## I. Research Questions

write questions here


## II. Data Collecting and Cleaning

### A. Setup

Here is the setup part that imports everything needed throughout the rest of the notebook.  I copied the imports from homework 2 since they match what is needed here.

In [673]:
import sys
!conda install --yes --prefix {sys.prefix} requests
!conda install --yes --prefix {sys.prefix} bs4
import requests #package for http requests
import bs4 # package for html parsing
import numpy as np
import matplotlib.pyplot as plt
import pandas as pd

Collecting package metadata (current_repodata.json): done
Solving environment: done

# All requested packages already installed.
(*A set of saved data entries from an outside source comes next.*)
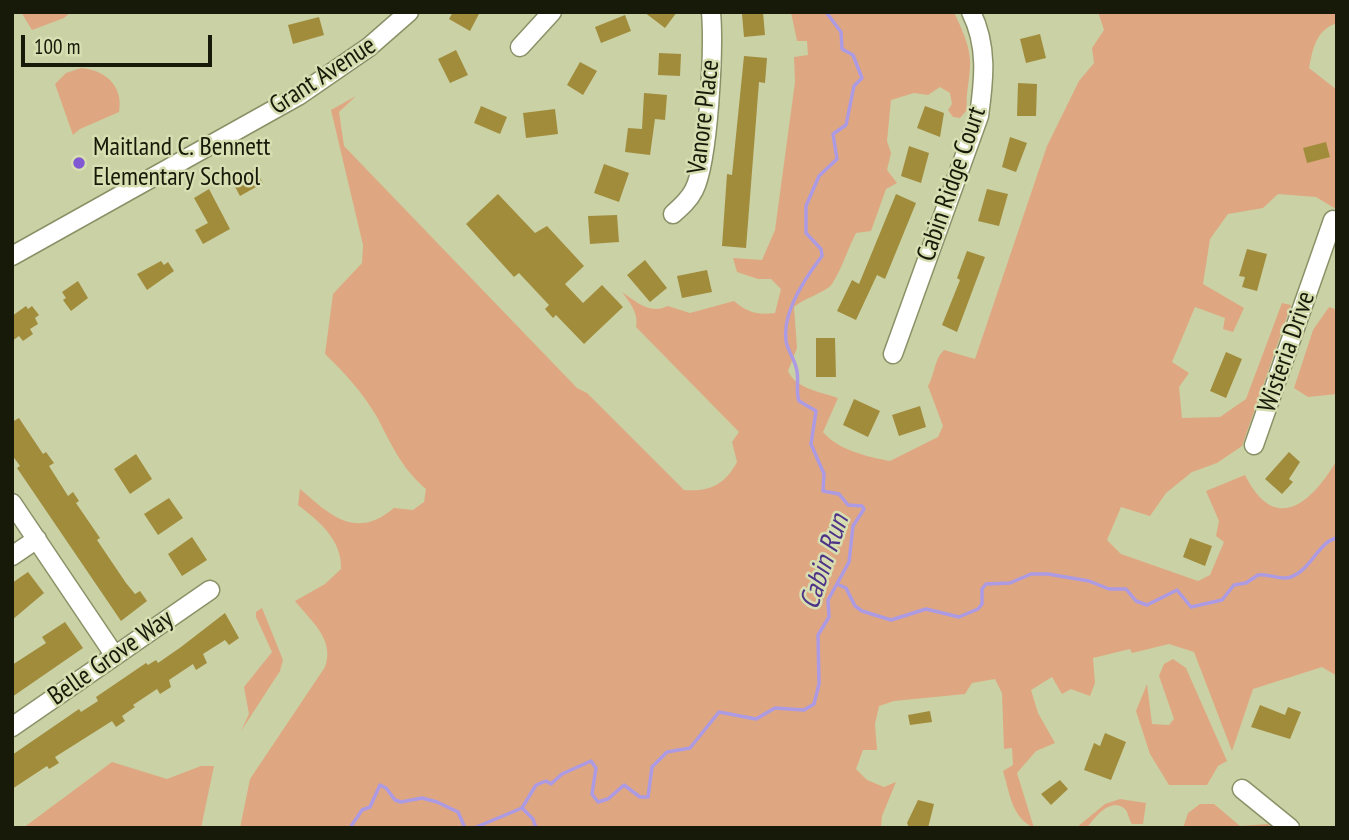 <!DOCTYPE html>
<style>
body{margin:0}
#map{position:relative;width:1349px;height:840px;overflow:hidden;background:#cad1a5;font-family:"PT Sans Narrow",sans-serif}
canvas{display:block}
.frame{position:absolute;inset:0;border:14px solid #181a09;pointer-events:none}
.scale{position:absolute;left:21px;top:35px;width:191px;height:32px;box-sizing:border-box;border:4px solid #181a09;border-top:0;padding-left:9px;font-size:21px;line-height:24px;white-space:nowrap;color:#181a09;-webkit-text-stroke:5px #d7deb1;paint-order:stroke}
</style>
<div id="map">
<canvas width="1349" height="840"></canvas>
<div class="frame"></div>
<div class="scale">100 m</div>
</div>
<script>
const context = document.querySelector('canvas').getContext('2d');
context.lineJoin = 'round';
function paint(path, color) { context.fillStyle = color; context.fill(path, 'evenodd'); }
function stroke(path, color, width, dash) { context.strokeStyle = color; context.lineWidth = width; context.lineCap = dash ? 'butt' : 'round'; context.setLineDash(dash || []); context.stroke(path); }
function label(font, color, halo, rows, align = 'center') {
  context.font = font + ' "PT Sans Narrow",sans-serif'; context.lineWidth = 5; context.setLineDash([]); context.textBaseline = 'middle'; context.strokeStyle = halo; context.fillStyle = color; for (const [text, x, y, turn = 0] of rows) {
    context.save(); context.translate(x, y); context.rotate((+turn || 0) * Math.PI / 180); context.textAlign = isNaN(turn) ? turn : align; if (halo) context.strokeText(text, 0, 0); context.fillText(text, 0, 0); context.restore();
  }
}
paint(new Path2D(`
 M 21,12 L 71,12 L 64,18 L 32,30 Z
 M 791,12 L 954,12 C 961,28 969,43 970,60 C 971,77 965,93 967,110 L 960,118 L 953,117 L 948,110 L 952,104 L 950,93 L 940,87 L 928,95 L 914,93 L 891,100 L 887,141 L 891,153 L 887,170 L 897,183 L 886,189 L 871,231 L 856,233 C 848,248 842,269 832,284 C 825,293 806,297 794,307 L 797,348 L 788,371 C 796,389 821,392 838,398 L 823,432 C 838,450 868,457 890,461 L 938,437 L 943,426 L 928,386 C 935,374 934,359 944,350 L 975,359 L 1047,146 L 1079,81 L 1094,63 L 1092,48 L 1104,30 L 1098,12 L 1337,12 L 1337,23 C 1316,30 1313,48 1309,68 L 1337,90 L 1336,209 L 1316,197 L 1278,194 L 1263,208 L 1228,214 L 1210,239 L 1203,284 L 1244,308 L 1233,332 L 1223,329 L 1225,318 L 1195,307 L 1172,362 L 1189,373 L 1179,387 L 1182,418 L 1220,417 L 1246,399 L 1282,303 L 1291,305 L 1242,446 L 1217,463 L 1192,472 L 1166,493 L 1150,516 L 1121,507 L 1107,540 L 1121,554 L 1198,581 L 1210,575 L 1224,542 L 1216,536 L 1219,521 L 1206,491 L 1245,475 C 1275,535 1311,504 1337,460 L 1337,676 L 1322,667 L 1253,689 L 1232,751 L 1194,652 L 1169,644 L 1132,653 L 1130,649 L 1093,658 L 1095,683 L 1090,696 L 1071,689 L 1062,694 L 1052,677 L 1031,690 L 1038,713 L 1055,743 L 1036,751 L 1017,773 L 1034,828 C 1011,817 1010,793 1003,771 L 1013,765 L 1012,748 L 1004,749 L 1002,693 L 995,679 L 972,683 L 965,694 L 894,701 L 879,706 L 875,724 L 877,750 L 863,750 L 856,769 L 867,780 L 884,787 L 896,782 L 882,816 L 881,828 L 240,828 L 250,779 L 325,667 C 335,640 312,622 295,601 L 325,584 L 341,569 C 342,540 320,522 298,505 L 300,489 C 331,516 356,540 394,508 L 413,510 L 424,502 L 426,489 C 402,469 391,444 377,417 C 363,393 345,373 325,354 L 333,294 L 362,263 L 363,245 L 331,110 L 356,96 L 339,112 L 344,146 L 577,388 L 587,393 L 684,490 C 709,492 725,485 737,462 L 732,442 L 739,432 L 636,327 C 639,313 630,303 622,292 C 637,302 650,315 668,306 L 690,313 L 734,301 C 748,313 758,315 775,313 L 781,289 L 771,279 L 758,279 L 737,272 L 733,258 L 762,260 L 775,230 L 795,82 L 794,57 L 808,55 L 807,41 L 797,41 Z
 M 81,68 C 105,70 124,86 119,112 L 80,129 L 73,135 L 55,84 L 66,73 Z
 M 1329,307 L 1337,310 L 1337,394 L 1308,397 L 1294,388 L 1313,330 Z
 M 262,608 L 283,660 L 280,671 L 241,731 L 249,714 L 244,687 L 272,652 L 256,617 L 256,612 Z
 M 1173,659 L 1186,668 L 1227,761 L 1218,766 L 1207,785 L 1169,785 L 1150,754 L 1136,711 L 1147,684 L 1152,724 L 1169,725 L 1174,719 L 1159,676 L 1164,664 Z
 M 112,762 L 167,779 L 201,766 L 214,766 L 201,828 L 23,828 Z
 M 1120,799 L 1146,803 L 1143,824 L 1132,824 C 1129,820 1128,812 1125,809 C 1111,796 1094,818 1087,828 L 1076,828 L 1105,804 Z
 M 1200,804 L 1214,804 L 1240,826 L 1268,824 L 1272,828 L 1183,828 L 1188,813 Z`), '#dfa781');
stroke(new Path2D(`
 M 839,585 L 846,588 L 855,606 L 862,611 L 891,620 L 926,609 L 959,617 L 978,609 L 982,604 L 982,589 L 986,584 L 1010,583 L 1031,574 L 1048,574 L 1089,581 L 1109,589 L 1126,589 L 1136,601 L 1147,605 L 1177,590 L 1191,607 L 1222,600 L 1234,585 L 1246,583 L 1258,575 C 1269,573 1280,581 1291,577 C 1311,570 1319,541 1337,538
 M 522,808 L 533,819 L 536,828
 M 350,828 L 362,810 L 370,807 L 380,785 L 386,788 L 395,800 L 401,802 L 422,798 L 437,802 L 458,812 L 465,828
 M 474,828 L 522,808 L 536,785 L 546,781 L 551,784 L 562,774 L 591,761 L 596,768 L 592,794 L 598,802 L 608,799 L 624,785 L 640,797 L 648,797 L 652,767 L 667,752 L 690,748 L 719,712 L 756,719 L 775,708 L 804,710 L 814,704 L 819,684 L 818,635 L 829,617 L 828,600 L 849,562 L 853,526 L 864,509 L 862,506 L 848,505 L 839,494 L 823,491 L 824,474 L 811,444 L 816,411 L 799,401 C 795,390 800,378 796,367 C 794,359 788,351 786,341 C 782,312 805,278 822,256 L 821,249 L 806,233 L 806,206 L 819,176 L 837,159 L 833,134 L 846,125 L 854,86 L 862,78 L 853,55 L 842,49 L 841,32 L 826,12`), '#ac9ae2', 3.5);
paint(new Path2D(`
 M 453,12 L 480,12 L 470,31 L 449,19 Z
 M 644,12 L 677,12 L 665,28 Z
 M 763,12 L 765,35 L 744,37 L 742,14 Z
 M 625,15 L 631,31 L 601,43 L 595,27 Z
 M 319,17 L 324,35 L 293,44 L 288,25 Z
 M 1040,34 L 1046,58 L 1026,63 L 1020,39 Z
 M 456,50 L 468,75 L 450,83 L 438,59 Z
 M 659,53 L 681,54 L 680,76 L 658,75 Z
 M 744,56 L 767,58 L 765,83 L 759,82 L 746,248 L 722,246 L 727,174 L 732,175 Z
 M 580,62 L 597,71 L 583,95 L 567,85 Z
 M 1018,83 L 1037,84 L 1036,116 L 1017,116 Z
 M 644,93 L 667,95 L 665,120 L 655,119 L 650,155 L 625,152 L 628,128 L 642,129 Z
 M 481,106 L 507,117 L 500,134 L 474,123 Z
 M 925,106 L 944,113 L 940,137 L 917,128 Z
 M 555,109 L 558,134 L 526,138 L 523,113 Z
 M 1010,137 L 1027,143 L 1016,172 L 1002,167 Z
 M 1326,142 L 1330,157 L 1307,163 L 1303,148 Z
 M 909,146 L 929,153 L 921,183 L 901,176 Z
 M 604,164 L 629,173 L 619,202 L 594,193 Z
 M 255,169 L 263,183 L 240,196 L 232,181 Z
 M 209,189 L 230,229 L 203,244 L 195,230 L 208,223 L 194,198 Z
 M 987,189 L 1008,194 L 999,226 L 978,221 Z
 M 498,194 L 535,233 L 547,226 L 584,266 L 565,284 L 583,303 L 602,285 L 623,307 L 584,344 L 556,315 L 553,318 L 545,309 L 549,305 L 519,273 L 514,277 L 466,224 Z
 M 896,194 L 916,203 L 885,279 L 877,275 L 856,320 L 837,311 L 852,280 L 859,284 Z
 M 617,215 L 619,242 L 590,244 L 588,216 Z
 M 1247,249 L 1267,254 L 1257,291 L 1242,287 L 1245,277 L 1239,276 Z
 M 967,251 L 985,257 L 957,332 L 942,325 L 960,280 L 957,278 Z
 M 645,260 L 667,288 L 650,302 L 627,275 Z
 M 161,261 L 164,265 L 168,262 L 174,271 L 147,290 L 137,274 Z
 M 707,270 L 712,292 L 682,298 L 677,276 Z
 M 78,281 L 88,298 L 71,311 L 63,300 L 66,298 L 62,292 Z
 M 26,306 L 28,309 L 32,306 L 39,315 L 35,318 L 38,324 L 30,329 L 33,334 L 23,341 L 19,336 L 12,341 L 12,316 Z
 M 816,338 L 835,338 L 836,377 L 816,377 Z
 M 1226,352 L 1242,359 L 1226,398 L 1210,391 Z
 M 854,399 L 880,411 L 868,437 L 843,425 Z
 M 920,406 L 926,427 L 899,436 L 892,415 Z
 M 19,418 L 43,454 L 46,452 L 54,463 L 49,466 L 68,496 L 73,492 L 79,501 L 76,503 L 100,538 L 97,540 L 126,583 L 135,594 L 140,591 L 147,601 L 121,621 L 17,468 L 20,466 L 12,455 L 12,422 Z
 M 1289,452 L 1300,462 L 1289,479 L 1293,482 L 1282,494 L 1265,479 Z
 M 136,454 L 152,479 L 130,494 L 114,469 Z
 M 169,498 L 183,518 L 158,535 L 144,514 Z
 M 192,537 L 207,560 L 182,576 L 168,554 Z
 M 1190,538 L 1212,546 L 1205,566 L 1183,557 Z
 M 28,572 L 44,593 L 12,620 L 12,583 Z
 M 225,613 L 239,638 L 229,645 L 225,640 L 203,654 L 207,663 L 196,670 L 193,664 L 169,680 L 171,687 L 160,694 L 157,689 L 133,705 L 135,707 L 122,716 L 125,721 L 116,727 L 112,721 L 55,757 L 59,763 L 49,769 L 47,766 L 12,789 L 12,755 L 79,709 L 81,712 L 98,701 L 96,697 L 146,663 L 148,665 L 156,660 L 158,663 L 181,647 Z
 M 65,622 L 83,648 L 12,697 L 12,665 L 46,643 L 42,637 Z
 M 1260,705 L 1285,715 L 1288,707 L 1301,712 L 1290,739 L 1251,727 Z
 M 930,711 L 932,722 L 910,725 L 908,715 Z
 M 1105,733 L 1126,742 L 1111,780 L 1084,770 L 1094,743 L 1100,746 Z
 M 1060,780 L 1068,789 L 1051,805 L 1041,794 Z
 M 918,800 L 934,804 L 928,828 L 909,828 L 907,823 Z`), '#a18c3c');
const minor = new Path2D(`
 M 520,47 L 552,12
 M 673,214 C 681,207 689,200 694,190 C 709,160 714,47 711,12
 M 12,256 L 298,96 L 369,47 L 409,12
 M 893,354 L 979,116 C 984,80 988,46 971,12
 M 1254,445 L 1333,220 L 1337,222
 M 12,503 L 115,656
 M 12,556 L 37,539
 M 12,727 L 210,590
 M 1242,789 L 1290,828`);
stroke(minor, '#8b9167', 21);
stroke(minor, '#fff', 18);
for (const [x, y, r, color] of [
 [79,163,7,"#8059d2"]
]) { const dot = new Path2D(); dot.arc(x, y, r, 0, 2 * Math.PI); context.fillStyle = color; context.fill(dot); stroke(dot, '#d7deb1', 2.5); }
label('26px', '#181a09', '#d7deb1', [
 ["Grant Avenue",323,76,-33],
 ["Vanore Place",704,117,-83],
 ["Cabin Ridge Court",952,184,-71],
 ["Wisteria Drive",1287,352,-71],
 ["Belle Grove Way",111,658,-35]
]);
label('26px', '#181a09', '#d7deb1', [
 ["Maitland C. Bennett",93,148],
 ["Elementary School",93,178]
], 'left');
label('italic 28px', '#4f3387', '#d7deb1', [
 ["Cabin Run",825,562,-71]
]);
</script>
Collecting package metadata (current_repodata.json): done
Solving environment: done

# All requested packages already installed.



### B. "Library" 

Although it's not an actual separate library, I ended up creating a lot of functions and some variables to help me clean up the data and this section is where they all live.  A description of what the functions do can be found in their respective docstrings and the motivations for using them are specified in the next section which is where all of the actual data cleaning magic takes place.

In [674]:
def web_to_soup(web_address, file_name):
    response = requests.get(web_address)
    soup = bs4.BeautifulSoup(response.text, 'html.parser')
    file = file_name
    with open(file, mode='w', encoding='utf-8') as f:
        f.write(response.text)
    return soup

In [676]:
def extract_categories(soup):
    """ returns a list of categories from the left side of the samhsa data tables. """
    search = soup.find_all("th",{"class":["subhead2","subhead1"]}) 
    categories = []
    for tag in search:
        categories.append(tag.text)
    categories = np.array(categories)
    return categories

In [677]:
## pull out the data for each demographic category 
def pull_out_data(soup):
    search = soup.find_all("td") 
    data_entries = []
    for tag in search:
        data_entries.append(tag.text)
    data_entries = np.array(data_entries)
    return data_entries

In [678]:
def delete_blank(data_array):
    """delete blank rows"""
    to_delete = []
    for i in range(len(data_array)):
        if data_array[i]=='\xa0':
            to_delete.append(i)
    data = np.delete(data_array, to_delete)
    return data

In [679]:
def delete_footnotes_and_commas(dataframe):
    col_names = dataframe.columns.values.tolist()
    row_count = len(dataframe)
    for name in col_names:
        for i in range(row_count):
            if('a' in dataframe[name][i]):
                dataframe[name][i]=dataframe[name][i].replace('a', '')
            if(',' in dataframe[name][i]):
                dataframe[name][i]=dataframe[name][i].replace(',', '')
    return dataframe

In [680]:
def arrange_data(array, number_of_rows, number_of_columns):
    """ puts data in rows and columns """
    formatted_data=[]
    count=0
    for i in range(number_of_rows):
        formatted_data.append(array[count:count+number_of_columns:1])
        count+=number_of_columns
    return formatted_data

In [681]:
def to_numbers(dataframe):
    col_names = dataframe.columns.values.tolist()
    row_count = len(dataframe)
    for name in col_names:
        for i in range(row_count):
            dataframe[name][i]=pd.to_numeric(dataframe[name][i], 'coerce')
    return dataframe

In [682]:
years1 = ['2008', '2009', '2010', '2011', '2012', '2013', '2014', '2015', '2016', '2017', '2018', '2019']
years2 = ['2002', '2003', '2004', '2005', '2006', '2007','2008', '2009', '2010', '2011', '2012', '2013', '2014', '2015', '2016', '2017', '2018', '2019']
ages1 = ['aged_12+_2018', 'aged_12+_2019','aged_12-17_2018', 'aged_12-17_2019','aged_18+_2018','aged_18+_2019', 'aged_18-25_2018','aged_18-25_2019', 'aged_26+_2018', 'aged_26+_2019']
ages2 = ['aged_18+_2018', 'aged_18+_2019','aged_18-25_2018', 'aged_18-25_2019','aged_26+_2018','aged_26+_2019', 'aged_26-49_2018','aged_26-49_2019', 'aged_50+_2018', 'aged_50+_2019']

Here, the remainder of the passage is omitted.